[Dataset entries]

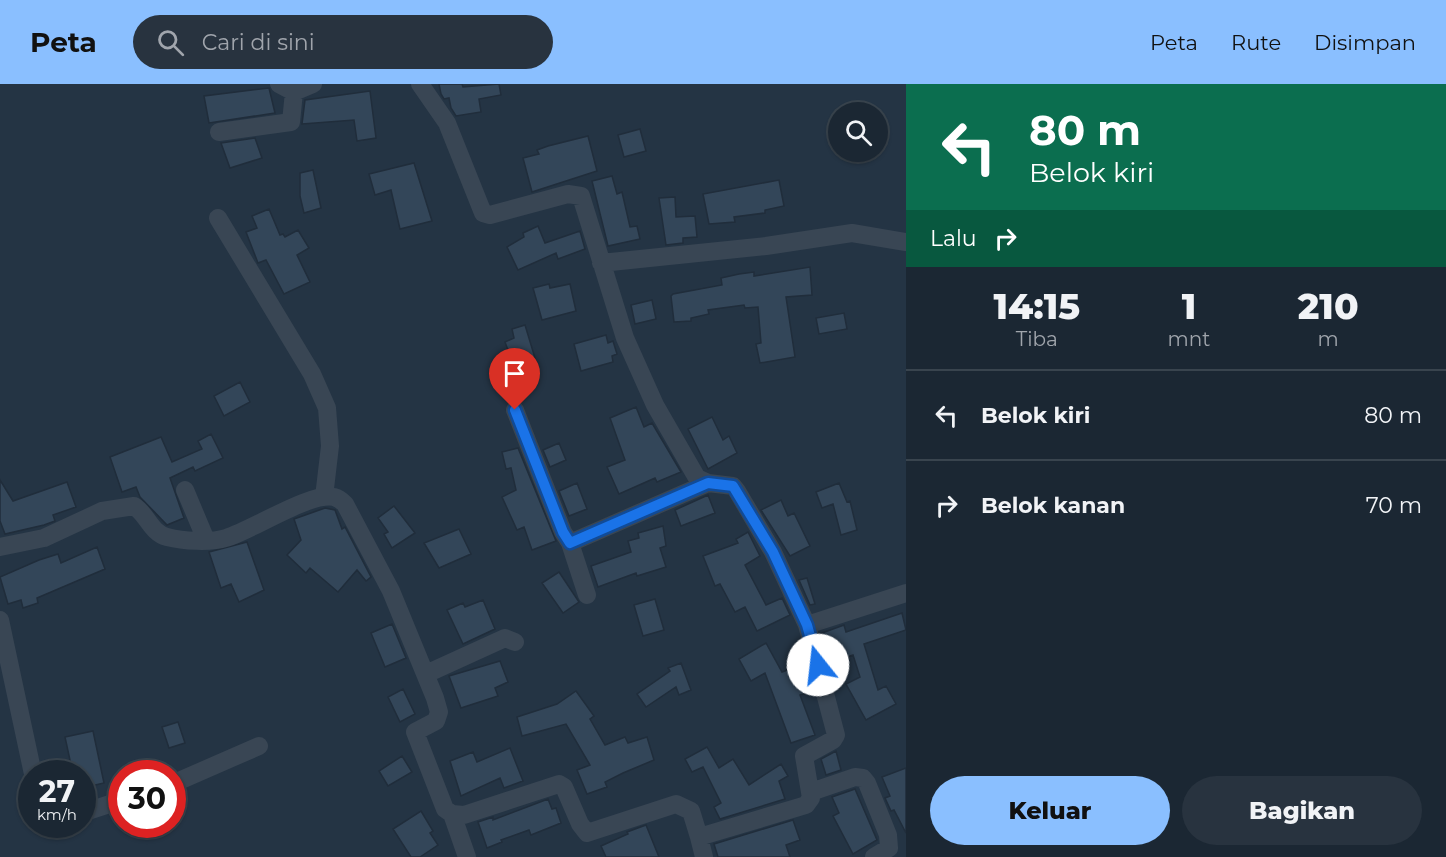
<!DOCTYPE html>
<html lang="id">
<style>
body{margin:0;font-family:Montserrat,sans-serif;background:#28333f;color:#f1f3f6;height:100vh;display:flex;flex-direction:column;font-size:22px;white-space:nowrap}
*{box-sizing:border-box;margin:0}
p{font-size:20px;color:#a0a5ac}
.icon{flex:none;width:33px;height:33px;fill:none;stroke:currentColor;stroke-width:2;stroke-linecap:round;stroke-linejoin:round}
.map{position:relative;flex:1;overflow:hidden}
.side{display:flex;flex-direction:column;background:#1b2733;width:540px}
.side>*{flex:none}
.banner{background:#0b6e4f;color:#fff;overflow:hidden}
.tools{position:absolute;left:828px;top:18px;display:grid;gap:12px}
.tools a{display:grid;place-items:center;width:60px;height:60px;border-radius:50%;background:#1b2733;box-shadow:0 2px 4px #0004,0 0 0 2px #39444e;font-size:30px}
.speed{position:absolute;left:18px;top:676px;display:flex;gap:12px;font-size:30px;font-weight:700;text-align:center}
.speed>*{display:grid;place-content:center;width:78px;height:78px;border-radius:50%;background:#1b2733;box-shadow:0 2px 4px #0004,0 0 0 2px #39444e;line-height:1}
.speed small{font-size:15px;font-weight:400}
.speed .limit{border:9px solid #d22;background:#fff;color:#111}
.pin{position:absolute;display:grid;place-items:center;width:51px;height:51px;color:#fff;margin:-62px -26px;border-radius:50% 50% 50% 0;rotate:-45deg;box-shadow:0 0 6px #0007}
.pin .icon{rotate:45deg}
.me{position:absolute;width:66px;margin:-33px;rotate:344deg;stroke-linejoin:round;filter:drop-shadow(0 0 4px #0008)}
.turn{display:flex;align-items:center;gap:21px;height:126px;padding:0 24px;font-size:27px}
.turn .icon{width:78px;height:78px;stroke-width:2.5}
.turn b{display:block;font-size:42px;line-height:51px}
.then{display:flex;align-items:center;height:57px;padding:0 24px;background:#0003;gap:12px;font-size:22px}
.eta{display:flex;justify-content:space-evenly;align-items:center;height:102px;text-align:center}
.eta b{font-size:36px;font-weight:800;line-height:42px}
.action{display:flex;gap:12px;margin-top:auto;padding:12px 24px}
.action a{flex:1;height:69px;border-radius:36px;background:#8abfff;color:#111;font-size:24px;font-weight:800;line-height:69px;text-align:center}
.action a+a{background:#28333f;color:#f1f3f6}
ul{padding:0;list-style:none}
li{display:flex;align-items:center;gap:18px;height:90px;padding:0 24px;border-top:2px solid #39444e}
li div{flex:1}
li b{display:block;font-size:22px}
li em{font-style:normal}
header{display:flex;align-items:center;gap:36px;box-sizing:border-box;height:84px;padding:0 30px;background:#8abfff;color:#111}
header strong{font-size:28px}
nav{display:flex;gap:33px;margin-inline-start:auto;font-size:21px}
.search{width:420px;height:54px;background:#28333f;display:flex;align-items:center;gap:15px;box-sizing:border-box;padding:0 21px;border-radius:33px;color:#a0a5ac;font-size:22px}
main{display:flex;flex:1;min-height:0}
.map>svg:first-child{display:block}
.building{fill:#334659;stroke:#202d3b;stroke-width:1.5}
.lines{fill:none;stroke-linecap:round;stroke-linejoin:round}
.street{stroke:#394654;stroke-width:18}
.route-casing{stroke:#114b97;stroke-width:15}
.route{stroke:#1a73e8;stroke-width:10}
</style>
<header>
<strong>Peta</strong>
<div class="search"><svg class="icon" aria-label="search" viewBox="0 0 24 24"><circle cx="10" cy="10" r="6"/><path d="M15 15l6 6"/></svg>Cari di sini</div>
<nav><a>Peta</a><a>Rute</a><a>Disimpan</a></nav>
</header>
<main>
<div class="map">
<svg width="906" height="773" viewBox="0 0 906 773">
<rect width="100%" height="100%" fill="#243444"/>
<path class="building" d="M439,0h23l1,3 36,-3 2,11 -22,4 2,13 -25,4 -5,-8 -2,-10 -5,1 -3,-5z
M269,4l6,25 -66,10 -5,-27z
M370,7l6,47 -19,3 -3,-21 -52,4 3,-24z
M640,45l6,22 -22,6 -6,-22z
M588,52l9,35 -65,21 -9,-34 16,-4 -2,-4 11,-4z
M255,54l7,20 -32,10 -9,-25z
M414,79l18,58 -32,8 -9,-39 -16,5 -6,-21z
M313,86l8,38 -17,5 -4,-17v-23z
M612,92l5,18 5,-2 8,35 7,-1 3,13 -32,7 -16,-65z
M779,96l5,26 -19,4v3l-31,4 1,5 -26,2 -6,-30z
M675,113l1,20 19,-1 2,21 -14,1v5l-17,2 -7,-47z
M269,125l11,26 3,-1 2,3 13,-7 11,18 -12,7 13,27 -26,12 -18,-34 -8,3 -12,-31 11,-4 -5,-12z
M538,142l7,17 35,-12 5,18 -27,10 -2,-6 -38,17 -11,-23 17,-10 -1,-4z
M810,183l2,28 -26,2 9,60 -35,6 -4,-19 5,-1 -3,-36 -13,1 -1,-3 -36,5 1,4 -18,4v3l-17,1 -3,-26 2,-2 49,-9 -1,-7 18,-4 15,-2v4z
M549,200l1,4 20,-4 6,27 -34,9 -9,-32z
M652,216l4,19 -21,5 -4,-19z
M844,229l3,16 -28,5 -3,-16z
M525,241l10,33 -22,6 -8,-22 9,-4 -2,-9z
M606,251l2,8 5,-2 4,13 -5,2 1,6 -32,9 -7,-27z
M240,298l10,20 -26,14 -10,-20z
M636,323l8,20 8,-4 29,49 -24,10 -2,-4 -36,16 -12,-27 18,-7 -15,-42z
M712,333l11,23 6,-4 8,17 -29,16 -20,-40z
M211,350l12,24 -28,13 -2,-4 -23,11 14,40 -17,7 -27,-28 -4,-10 -14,5 -12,-35 51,-20 11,25 30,-13 -4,-8z
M559,359l7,17 -16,7 -7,-17z
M518,364l38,93 -24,9 -8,-23 -7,3 -15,-33 14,-7 -5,-22 -5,1 -4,-17z
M0,396l13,21 54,-19 9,25 -23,8 2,6 -11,4 -39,9 -5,-13z
M577,399l10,26 -18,7 -10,-25z
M839,399l8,19 3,-1 7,29 -16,5 -8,-31 -11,4 -6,-16z
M708,411l7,18 -34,13 -6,-16z
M781,416l7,16 6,-3 16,33 -20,10 -29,-46z
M394,422l21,27 -23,15 -8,-14 4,-2 -10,-14z
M325,424l10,2 7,19 3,-2 26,50 -5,4 -9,-11 -19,22 -28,-24 -4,5 -19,-18 14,-15 -7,-21z
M663,442l3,20 -6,2 6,19 -29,9 -1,-3 -38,14 -7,-21 40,-14 -3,-11 11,-3 -1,-5z
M459,445l12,25 -32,14 -15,-25z
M748,448l12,24 -15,9 21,40 16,-7 8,17 -33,16 -12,-24 -10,5 -15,-28 -5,2 -12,-30 35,-13 -2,-4z
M247,458l17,48 -25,12 -8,-18 -10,4 -12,-36z
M97,463l8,22 -68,29 1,5 -15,5 -2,-8 -13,4 -8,-27 39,-17 19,-6 3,9z
M559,488l20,30 -16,11 -21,-30z
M807,494l8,26 -5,1 -11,-25z
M655,515l9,31 -21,6 -9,-31z
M483,516l12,29 -32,15 -16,-34 16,-7 2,4z
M902,529l4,17 -42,14 14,46 8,-4 10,18 -30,16 -20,-36 14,-7 -7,-22 -20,7 -11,-29 22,-8 2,7z
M392,540l14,34 -21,9 -14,-34z
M766,559l16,29 16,-6 9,27 -7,2 15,40 -24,8 -26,-70 -14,8 -12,-22z
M500,577l8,21 -13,6 3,8 -37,12 -12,-32z
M681,579l10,27 -12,5 -3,-8 -30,20 -9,-13 33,-23 -2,-3z
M403,605l12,25 -15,8 -12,-25z
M576,607l18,25 -4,3 15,26 20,-8 3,6 19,-6 7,23 -31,13 -18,9 2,5 -20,7 -10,-24 13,-5 -24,-41 -44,12 -5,-19 40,-13z
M178,638l7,21 -16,5 -7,-21z
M93,647l11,52 -22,5v-14h-9l-8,-37z
M707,663l12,21 14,-9 16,26 32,-21 7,12 -9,5 6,18 -65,20 -6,-12 7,-4 -18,-36 -11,5 -7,-13z
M510,664l13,33 -19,7 -4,-10 -39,18 -11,-35 23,-9 4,10z
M836,667l5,19 -15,5 -5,-16z
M402,672l10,16 -24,14 -9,-15z
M906,684v65l-12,-23 -3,1 -6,-13 5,-2 -8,-19z
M855,705l22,51 -24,14 -20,-38 6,-3 -7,-16z
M548,715l4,10 4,-1 5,15 -30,12 -2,-5 -28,10 1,2 -15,6 -9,-26 15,-5v3z
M421,727l12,20 -3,2 8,12 -18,12h-9l-18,-28z
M793,736l7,20 -14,5 4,12h-72l-4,-13z
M646,741l13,32h-53l-5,-11 27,-12 -1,-2z"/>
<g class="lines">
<path class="street" d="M279,0l15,8 19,-8
M420,0l27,39 36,90 7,2 78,-21 13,2 44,142 30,67 42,73 11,5 25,3 4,5 36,61 34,73 29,110 -3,5 -29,16 7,42 -5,7 -107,32 5,20
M219,48l72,-10 3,-30
M218,134l94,156 15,34 3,38 -6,51
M601,179l165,-17 86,-13 54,9
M515,326l48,122 7,11 17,52
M185,406l21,50
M570,459l138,-60
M0,463l44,-9 58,-27 32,-5c13,8 17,27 33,31 16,4 43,6 59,1 27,-8 83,-46 108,-41 4,1 8,4 11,7l46,87 44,107 4,14 -3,9 -21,11 30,77 7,5 12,1 95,-31 5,3 16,37 7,9 89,-29 15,7 8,26
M0,536l33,154
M807,541l99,-32
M426,590l79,-36 10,4
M172,700l87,-38
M811,708l44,-15 8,1 4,5 21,52 1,13 -15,9
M82,729l40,-13
M452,730l15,43"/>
</g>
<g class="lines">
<defs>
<path id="route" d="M515,326l48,122 7,11 138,-60 25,3 40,66 34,73 11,40"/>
</defs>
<use href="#route" class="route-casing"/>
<use href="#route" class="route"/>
</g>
</svg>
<div class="tools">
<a><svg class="icon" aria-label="search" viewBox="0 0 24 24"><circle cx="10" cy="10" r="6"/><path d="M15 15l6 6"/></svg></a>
</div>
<div class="speed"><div>27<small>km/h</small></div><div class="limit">30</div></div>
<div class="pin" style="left:515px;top:326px;background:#d93025"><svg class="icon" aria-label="arrive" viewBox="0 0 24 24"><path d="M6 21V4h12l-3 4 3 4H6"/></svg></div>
<svg class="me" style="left:818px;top:581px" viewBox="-20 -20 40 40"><circle r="19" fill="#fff"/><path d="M0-13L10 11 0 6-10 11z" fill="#1a73e8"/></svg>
</div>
<section class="side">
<div class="banner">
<div class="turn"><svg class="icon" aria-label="left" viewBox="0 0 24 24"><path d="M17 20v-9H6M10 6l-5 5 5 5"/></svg><div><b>80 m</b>Belok kiri</div></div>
<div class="then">Lalu<svg class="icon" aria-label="right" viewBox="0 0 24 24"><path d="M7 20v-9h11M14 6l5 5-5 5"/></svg></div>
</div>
<div class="eta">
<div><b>14:15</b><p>Tiba</p></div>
<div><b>1</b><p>mnt</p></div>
<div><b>210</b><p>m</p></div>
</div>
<ul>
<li><svg class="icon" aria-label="left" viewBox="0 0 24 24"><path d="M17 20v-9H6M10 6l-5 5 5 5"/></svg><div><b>Belok kiri</b></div><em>80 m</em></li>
<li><svg class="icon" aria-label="right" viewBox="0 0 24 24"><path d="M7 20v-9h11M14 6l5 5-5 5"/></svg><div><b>Belok kanan</b></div><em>70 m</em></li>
</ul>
<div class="action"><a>Keluar</a><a>Bagikan</a></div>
</section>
</main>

| Problem to solve |
Wherever the string "column" appears in the entries, copy that line.

| Result of this task |
body{margin:0;font-family:Montserrat,sans-serif;background:#28333f;color:#f1f3f6;height:100vh;display:flex;flex-direction:column;font-size:22px;white-space:nowrap}
.side{display:flex;flex-direction:column;background:#1b2733;width:540px}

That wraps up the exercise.